Seks, Darah, Dan Ritual Kelahiran Kembali: R.I.P. Julia Fox

Artis Julia Fox telah bermain mata dengan kematian, hampir overdosis pada usia 17. Sebuah perlengkapan di kehidupan malam New York di awal masa remaja, ketika dia masih remaja, Fox telah menarik garis kegembiraan dan bahaya. Pertunjukan barunya, yang dikurasi oleh Richie Shazam, "RIP Julia Fox," menggali unsur-unsur erotis dan jimat dalam alam tabu historis dari ritualistik, pengorbanan dan mistik.

Courtesy of Julia Fox

Jill Di Donato: Beberapa lukisan Anda dalam acara ini memanfaatkan darah pada sutra. Apakah ini darah Anda, dan jika demikian, jelaskan proses ekssanguinasi.

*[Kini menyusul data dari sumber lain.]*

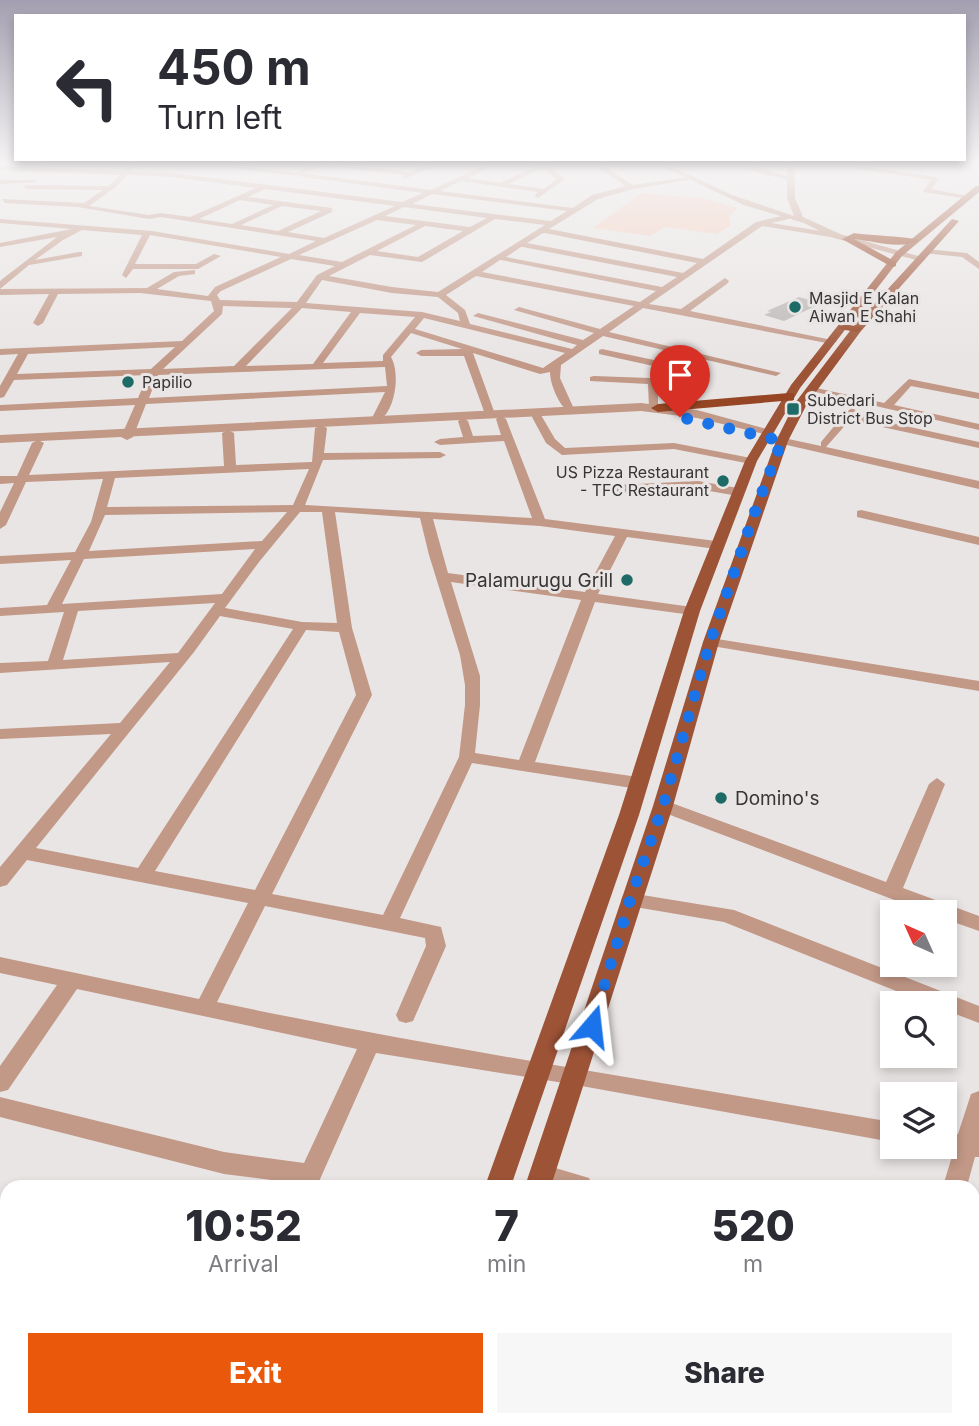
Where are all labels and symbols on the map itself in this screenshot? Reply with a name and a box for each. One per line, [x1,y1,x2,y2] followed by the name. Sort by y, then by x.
[809,288,919,326] place label: Masjid E Kalan Aiwan E Shahi
[787,299,803,315] marker: Masjid E Kalan Aiwan E Shahi
[650,345,710,417] pin
[142,372,192,392] place label: Papilio
[120,374,136,390] marker: Papilio
[807,390,933,428] place label: Subedari District Bus Stop
[785,401,801,417] marker: Subedari District Bus Stop
[556,462,709,500] place label: US Pizza Restaurant - TFC Restaurant
[715,473,731,489] marker: US Pizza Restaurant - TFC Restaurant
[465,569,613,592] place label: Palamurugu Grill
[619,572,635,588] marker: Palamurugu Grill
[735,787,819,810] place label: Domino's
[713,790,729,806] marker: Domino's
[880,900,957,976] north arrow
[555,989,629,1063] position arrow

Julia Fox: Ya, ini darah saya. Saya ingin pertunjukan itu sesolid dan seadil mungkin. Saya mengekstrak darah dengan jarum suntik dan menggunakan jarum suntik untuk melukis pada sutra. Itu tidak seburuk kelihatannya.

"Bunuh diri," Courtesy of Julia Fox

JDD: Bagaimana dengan medium sutra yang menarik Anda, sebagai seorang seniman?

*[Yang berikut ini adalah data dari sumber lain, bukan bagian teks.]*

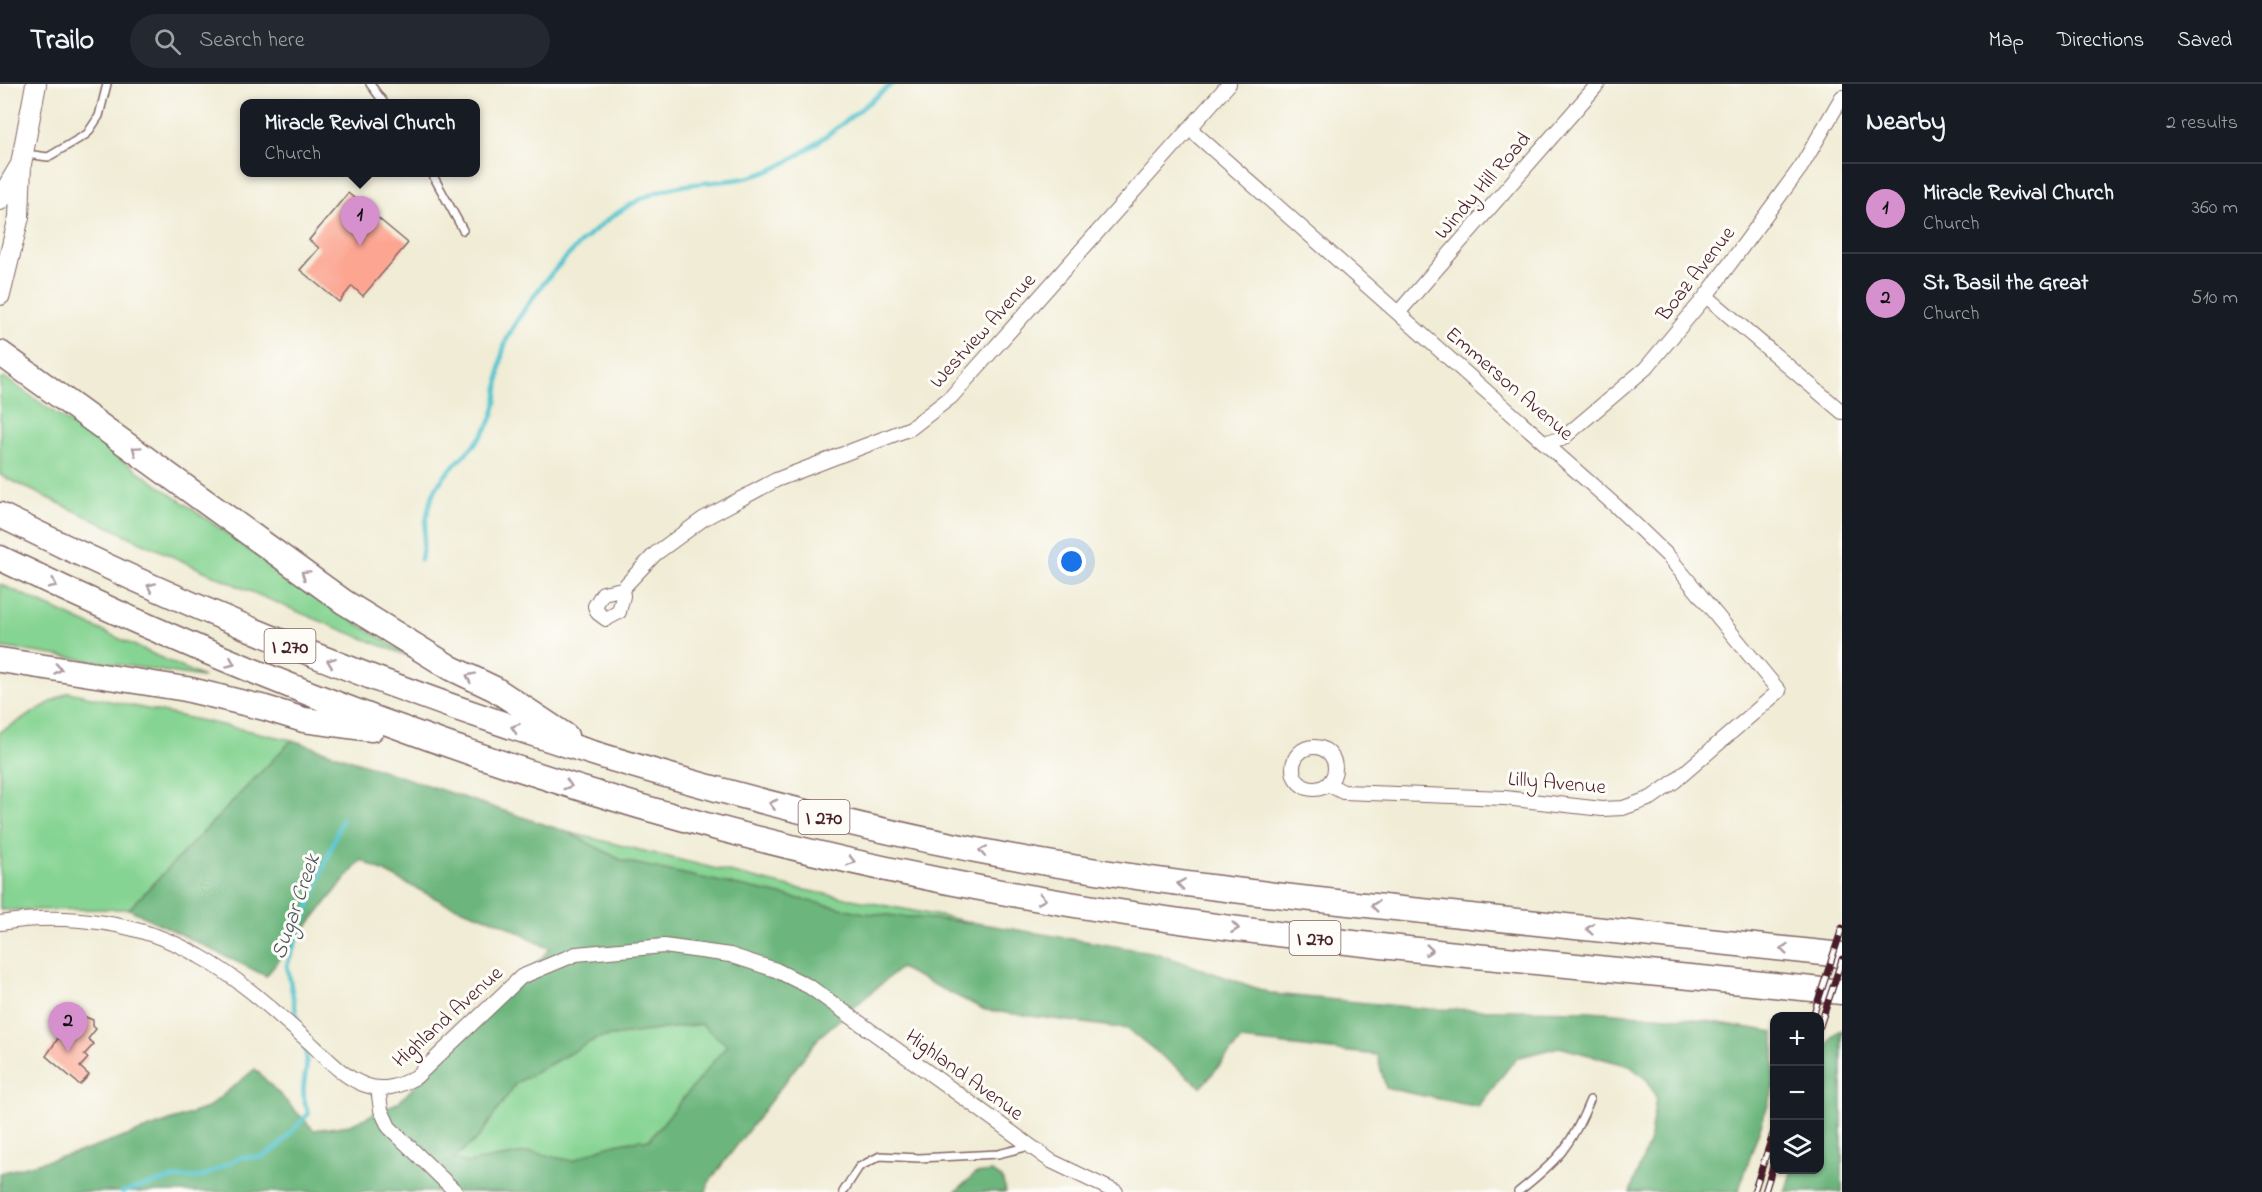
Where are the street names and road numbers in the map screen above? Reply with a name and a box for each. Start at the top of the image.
street label: Windy Hill Road [1428,126,1540,248]
street label: Boaz Avenue [1649,220,1744,329]
street label: Westview Avenue [923,266,1044,396]
street label: Emmerson Avenue [1438,320,1580,449]
road number: I 270 [264,629,316,663]
street label: Lilly Avenue [1506,765,1608,805]
road number: I 270 [798,800,850,834]
road number: I 270 [1290,921,1340,955]
street label: Highland Avenue [386,959,512,1077]
street label: Highland Avenue [897,1022,1030,1131]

JF: Saya suka cara darah mengalir ke kain. Saya pikir warnanya memukau. Saya memilih sutra karena sangat feminin karena lembut tetapi pada saat yang sama begitu kuat dan sulit untuk disobek. Saya merasa seperti darah sangat berharga dan itu hanya benar bahwa itu ditampilkan pada kain yang sama berharganya.

"Ketika U Cheated on Me," Courtesy of Julia Fox

JDD: Anda dikenal di dunia mode, sebagai mantan desainer, model, dan juga seorang muse. Namun gairah Anda tampaknya terletak pada penciptaan seni. Bagaimana Anda melihat fashion sebagai medium berbeda dari seni?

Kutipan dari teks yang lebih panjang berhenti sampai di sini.